◆ **Assigned task**: Once the pictures are removed, restate the data below word for word.

──────── Available data

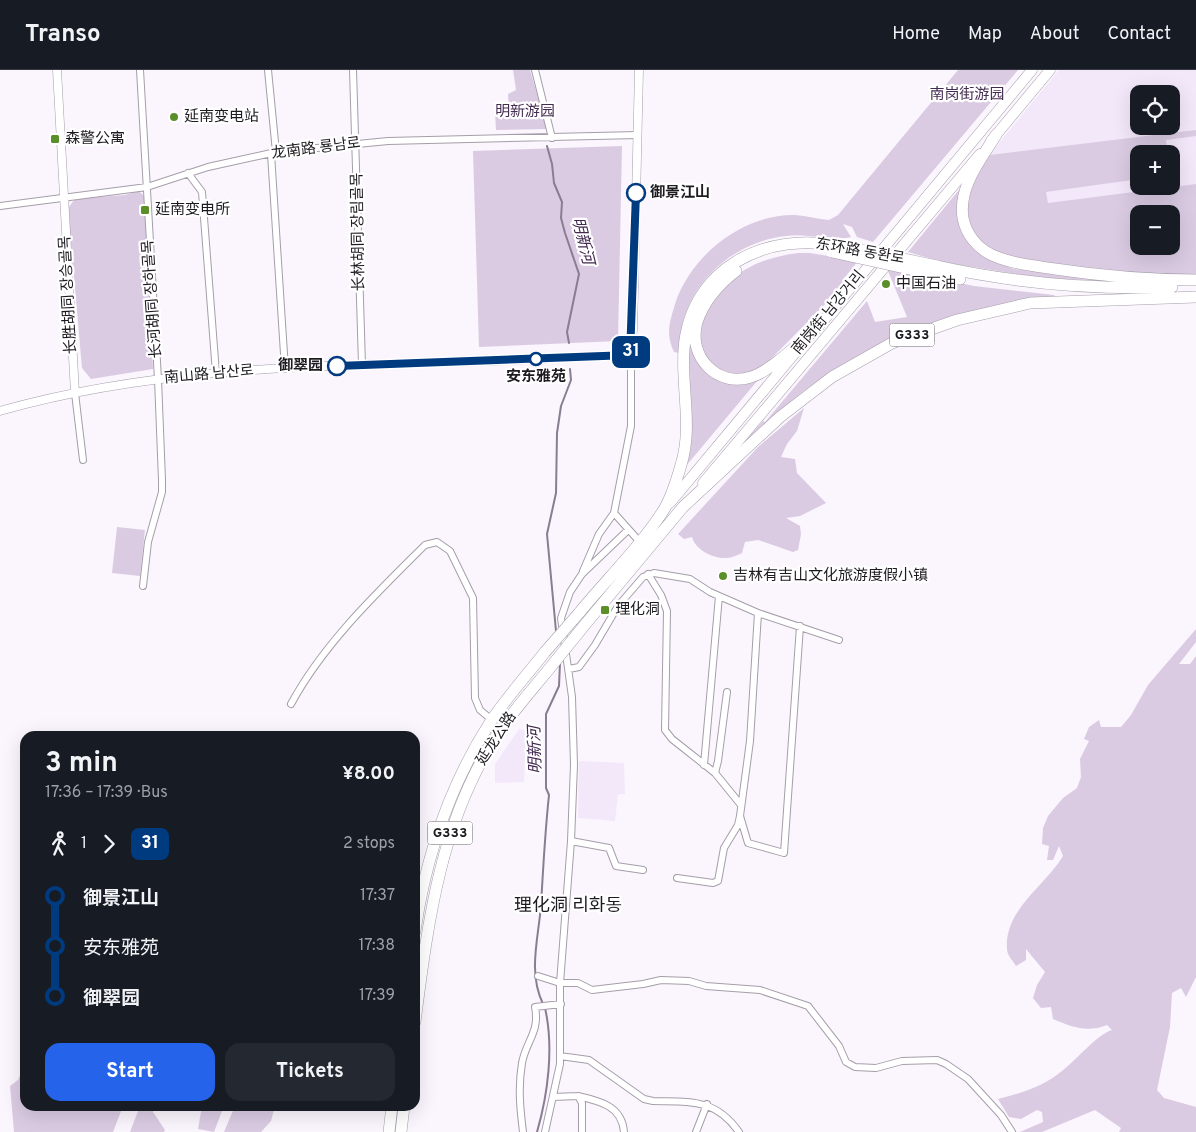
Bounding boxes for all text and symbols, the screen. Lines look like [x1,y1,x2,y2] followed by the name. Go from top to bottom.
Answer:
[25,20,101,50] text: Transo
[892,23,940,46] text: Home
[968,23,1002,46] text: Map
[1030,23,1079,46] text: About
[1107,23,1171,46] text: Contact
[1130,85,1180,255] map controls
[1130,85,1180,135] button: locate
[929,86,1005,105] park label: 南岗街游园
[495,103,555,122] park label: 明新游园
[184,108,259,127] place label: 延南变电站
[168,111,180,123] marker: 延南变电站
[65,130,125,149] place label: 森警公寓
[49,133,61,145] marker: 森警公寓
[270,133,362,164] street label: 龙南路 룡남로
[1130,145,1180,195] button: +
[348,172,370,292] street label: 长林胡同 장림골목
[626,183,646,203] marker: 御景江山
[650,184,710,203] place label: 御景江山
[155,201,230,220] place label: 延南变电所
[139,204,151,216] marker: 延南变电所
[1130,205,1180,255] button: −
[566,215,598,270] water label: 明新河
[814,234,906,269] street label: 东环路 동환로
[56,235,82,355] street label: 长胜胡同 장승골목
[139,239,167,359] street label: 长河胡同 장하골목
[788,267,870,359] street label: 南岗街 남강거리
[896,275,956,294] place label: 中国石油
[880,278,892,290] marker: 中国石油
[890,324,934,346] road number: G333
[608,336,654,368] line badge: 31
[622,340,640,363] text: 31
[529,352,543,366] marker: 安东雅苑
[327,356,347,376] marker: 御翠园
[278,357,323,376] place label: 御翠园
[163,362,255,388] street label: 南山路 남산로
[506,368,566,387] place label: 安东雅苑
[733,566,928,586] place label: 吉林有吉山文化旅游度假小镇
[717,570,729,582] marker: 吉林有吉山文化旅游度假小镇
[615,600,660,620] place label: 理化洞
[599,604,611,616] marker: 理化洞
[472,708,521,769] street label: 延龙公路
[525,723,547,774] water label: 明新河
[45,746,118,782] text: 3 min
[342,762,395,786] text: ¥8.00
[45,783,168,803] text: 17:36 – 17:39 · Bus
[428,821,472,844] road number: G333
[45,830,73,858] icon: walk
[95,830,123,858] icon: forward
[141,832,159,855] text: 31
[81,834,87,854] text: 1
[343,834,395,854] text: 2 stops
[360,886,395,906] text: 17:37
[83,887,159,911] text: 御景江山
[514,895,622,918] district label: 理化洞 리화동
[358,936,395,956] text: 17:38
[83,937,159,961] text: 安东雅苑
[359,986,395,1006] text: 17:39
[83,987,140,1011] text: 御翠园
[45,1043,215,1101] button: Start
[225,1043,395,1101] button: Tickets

────────────────

◆ **Response to this task**:
Bounding boxes for all text and symbols, the screen. Lines look like [x1,y1,x2,y2] followed by the name. Go from top to bottom.
Answer:
[25,20,101,50] text: Transo
[892,23,940,46] text: Home
[968,23,1002,46] text: Map
[1030,23,1079,46] text: About
[1107,23,1171,46] text: Contact
[1130,85,1180,255] map controls
[1130,85,1180,135] button: locate
[929,86,1005,105] park label: 南岗街游园
[495,103,555,122] park label: 明新游园
[184,108,259,127] place label: 延南变电站
[168,111,180,123] marker: 延南变电站
[65,130,125,149] place label: 森警公寓
[49,133,61,145] marker: 森警公寓
[270,133,362,164] street label: 龙南路 룡남로
[1130,145,1180,195] button: +
[348,172,370,292] street label: 长林胡同 장림골목
[626,183,646,203] marker: 御景江山
[650,184,710,203] place label: 御景江山
[155,201,230,220] place label: 延南变电所
[139,204,151,216] marker: 延南变电所
[1130,205,1180,255] button: −
[566,215,598,270] water label: 明新河
[814,234,906,269] street label: 东环路 동환로
[56,235,82,355] street label: 长胜胡同 장승골목
[139,239,167,359] street label: 长河胡同 장하골목
[788,267,870,359] street label: 南岗街 남강거리
[896,275,956,294] place label: 中国石油
[880,278,892,290] marker: 中国石油
[890,324,934,346] road number: G333
[608,336,654,368] line badge: 31
[622,340,640,363] text: 31
[529,352,543,366] marker: 安东雅苑
[327,356,347,376] marker: 御翠园
[278,357,323,376] place label: 御翠园
[163,362,255,388] street label: 南山路 남산로
[506,368,566,387] place label: 安东雅苑
[733,566,928,586] place label: 吉林有吉山文化旅游度假小镇
[717,570,729,582] marker: 吉林有吉山文化旅游度假小镇
[615,600,660,620] place label: 理化洞
[599,604,611,616] marker: 理化洞
[472,708,521,769] street label: 延龙公路
[525,723,547,774] water label: 明新河
[45,746,118,782] text: 3 min
[342,762,395,786] text: ¥8.00
[45,783,168,803] text: 17:36 – 17:39 · Bus
[428,821,472,844] road number: G333
[45,830,73,858] icon: walk
[95,830,123,858] icon: forward
[141,832,159,855] text: 31
[81,834,87,854] text: 1
[343,834,395,854] text: 2 stops
[360,886,395,906] text: 17:37
[83,887,159,911] text: 御景江山
[514,895,622,918] district label: 理化洞 리화동
[358,936,395,956] text: 17:38
[83,937,159,961] text: 安东雅苑
[359,986,395,1006] text: 17:39
[83,987,140,1011] text: 御翠园
[45,1043,215,1101] button: Start
[225,1043,395,1101] button: Tickets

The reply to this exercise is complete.